Le stelle del futuro: i 5 migliori giovani del Mondiale U17

Si è concluso lo scorso weekend il Mondiale U17, che ha visto trionfare nuovamente la rappresentativa degli Stati Uniti, che ha sempre vinto il torneo da quando è stato istituito nel 2010. Andiamo a vedere quali, secondo Basket Scout, sono i 5 migliori prospetti della competizione. 
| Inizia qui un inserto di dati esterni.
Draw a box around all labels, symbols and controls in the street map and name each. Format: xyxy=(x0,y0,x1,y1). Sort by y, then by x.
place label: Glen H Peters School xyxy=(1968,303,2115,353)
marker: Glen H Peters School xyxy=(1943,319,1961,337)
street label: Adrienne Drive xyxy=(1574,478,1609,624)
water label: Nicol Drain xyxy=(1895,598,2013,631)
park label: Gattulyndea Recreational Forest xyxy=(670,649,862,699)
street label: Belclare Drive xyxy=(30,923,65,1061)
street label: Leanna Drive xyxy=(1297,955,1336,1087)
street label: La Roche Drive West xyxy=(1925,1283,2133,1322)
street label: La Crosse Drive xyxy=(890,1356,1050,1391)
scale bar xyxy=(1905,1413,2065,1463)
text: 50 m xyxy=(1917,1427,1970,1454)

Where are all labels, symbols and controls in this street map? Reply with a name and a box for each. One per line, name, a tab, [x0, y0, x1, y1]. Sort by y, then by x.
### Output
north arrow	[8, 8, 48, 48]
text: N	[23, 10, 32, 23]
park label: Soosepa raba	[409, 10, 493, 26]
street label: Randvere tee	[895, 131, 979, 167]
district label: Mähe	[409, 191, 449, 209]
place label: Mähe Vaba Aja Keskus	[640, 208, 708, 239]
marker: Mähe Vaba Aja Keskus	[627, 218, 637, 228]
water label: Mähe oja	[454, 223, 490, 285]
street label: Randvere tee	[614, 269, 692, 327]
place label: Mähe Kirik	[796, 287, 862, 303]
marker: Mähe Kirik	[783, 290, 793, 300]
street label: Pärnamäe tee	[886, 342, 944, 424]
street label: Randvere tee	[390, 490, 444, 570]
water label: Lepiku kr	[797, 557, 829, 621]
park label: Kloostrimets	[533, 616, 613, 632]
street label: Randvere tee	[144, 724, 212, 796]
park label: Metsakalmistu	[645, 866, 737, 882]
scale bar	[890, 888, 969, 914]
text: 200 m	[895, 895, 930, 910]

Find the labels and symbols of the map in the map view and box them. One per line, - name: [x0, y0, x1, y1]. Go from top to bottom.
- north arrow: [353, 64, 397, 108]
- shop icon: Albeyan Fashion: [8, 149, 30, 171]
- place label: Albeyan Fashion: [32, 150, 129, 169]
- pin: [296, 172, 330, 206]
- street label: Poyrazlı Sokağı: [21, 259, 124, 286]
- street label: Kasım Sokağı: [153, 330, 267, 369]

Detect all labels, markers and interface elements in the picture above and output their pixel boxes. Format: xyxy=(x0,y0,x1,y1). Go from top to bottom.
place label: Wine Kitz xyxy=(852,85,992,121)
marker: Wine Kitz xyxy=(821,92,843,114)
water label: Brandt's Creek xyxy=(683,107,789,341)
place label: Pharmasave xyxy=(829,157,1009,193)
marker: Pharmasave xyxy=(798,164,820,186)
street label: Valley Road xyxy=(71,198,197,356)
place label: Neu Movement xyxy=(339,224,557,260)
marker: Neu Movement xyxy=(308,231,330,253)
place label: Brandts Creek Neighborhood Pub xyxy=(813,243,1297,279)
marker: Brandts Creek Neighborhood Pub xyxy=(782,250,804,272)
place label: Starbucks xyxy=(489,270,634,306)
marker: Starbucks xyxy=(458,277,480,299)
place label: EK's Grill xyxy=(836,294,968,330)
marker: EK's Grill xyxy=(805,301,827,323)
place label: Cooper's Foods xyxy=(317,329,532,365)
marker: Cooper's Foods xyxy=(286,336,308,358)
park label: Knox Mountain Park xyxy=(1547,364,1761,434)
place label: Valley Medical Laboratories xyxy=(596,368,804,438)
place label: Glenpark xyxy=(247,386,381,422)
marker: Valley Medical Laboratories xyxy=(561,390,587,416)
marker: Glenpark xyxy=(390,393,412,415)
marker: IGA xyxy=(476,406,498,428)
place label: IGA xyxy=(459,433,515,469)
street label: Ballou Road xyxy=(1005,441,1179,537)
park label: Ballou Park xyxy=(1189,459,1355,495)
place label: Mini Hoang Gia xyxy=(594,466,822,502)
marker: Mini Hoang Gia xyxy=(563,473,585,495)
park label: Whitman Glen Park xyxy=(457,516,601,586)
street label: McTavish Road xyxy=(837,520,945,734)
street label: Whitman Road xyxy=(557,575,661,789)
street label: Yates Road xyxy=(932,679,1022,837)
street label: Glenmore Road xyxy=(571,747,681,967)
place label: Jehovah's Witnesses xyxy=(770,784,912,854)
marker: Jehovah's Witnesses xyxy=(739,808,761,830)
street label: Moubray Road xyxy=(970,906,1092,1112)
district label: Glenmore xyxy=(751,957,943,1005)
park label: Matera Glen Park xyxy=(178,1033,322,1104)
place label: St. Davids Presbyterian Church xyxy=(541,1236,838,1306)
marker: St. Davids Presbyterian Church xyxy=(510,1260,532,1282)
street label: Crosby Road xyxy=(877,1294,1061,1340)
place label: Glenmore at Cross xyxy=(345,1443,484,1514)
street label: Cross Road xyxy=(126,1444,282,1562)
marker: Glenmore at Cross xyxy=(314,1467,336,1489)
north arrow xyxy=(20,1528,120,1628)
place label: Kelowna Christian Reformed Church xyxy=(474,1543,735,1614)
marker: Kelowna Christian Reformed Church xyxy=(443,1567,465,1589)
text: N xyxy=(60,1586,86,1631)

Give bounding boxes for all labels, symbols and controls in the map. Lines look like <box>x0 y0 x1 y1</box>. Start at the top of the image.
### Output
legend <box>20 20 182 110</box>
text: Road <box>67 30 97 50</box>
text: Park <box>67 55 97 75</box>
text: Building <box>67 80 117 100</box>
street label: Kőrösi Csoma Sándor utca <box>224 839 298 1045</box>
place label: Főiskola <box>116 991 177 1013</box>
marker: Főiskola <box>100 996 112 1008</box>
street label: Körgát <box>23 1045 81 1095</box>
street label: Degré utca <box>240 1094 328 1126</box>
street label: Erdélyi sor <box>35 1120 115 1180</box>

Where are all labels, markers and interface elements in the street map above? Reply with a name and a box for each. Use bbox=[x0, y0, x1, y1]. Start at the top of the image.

Isaac Humphries (Australia – Centro) – Classe 1998, uno dei più giovani del torneo, ma allo stesso tempo uno dei più dominanti. D’antologia la prestazione contro il Canada, dove ha chiuso con ben 41 punti, record  di punti realizzati in una singola partita nel torneo. Oltre ad un ottimo realizzatore si è dimostrato un buon rimbalzista, dato che ha chiuso con 11.6 rimbalzi a partita, con l’apice raggiunto sempre contro il Canada (19). Dispone già di ottimi movimenti in post, che potrà migliorare ancora molto nei prossimi anni: non dimentichiamoci infatti che ha 16 anni, e soprattutto degli ottimi movimenti difensivi.

Diamond Stone (USA – Centro) – C’era l’imbarazzo della scelta per quanto riguarda la nazionale USA, dall’MVP Newman passando per Rabb a Tatum. I giocatori della selezione a stelle e strisce sono quelli che avranno nettamente un futuro importante, ma noi ci concentriamo su Diamond Stone. Il centro ha giocato un ottimo torneo dimostrando di essere un buon realizzatore, ma soprattutto un giocatore completo in grado di giocare con la stessa qualità sia in attacco che in difesa. Con lui in campo il +/- è di 21.4, che fa capire l’importanza del giocatore all’interno del contesto, sotto le plance è anche un ottimo stoppatore, chiudendo con 3.3 stoppate di media a partita.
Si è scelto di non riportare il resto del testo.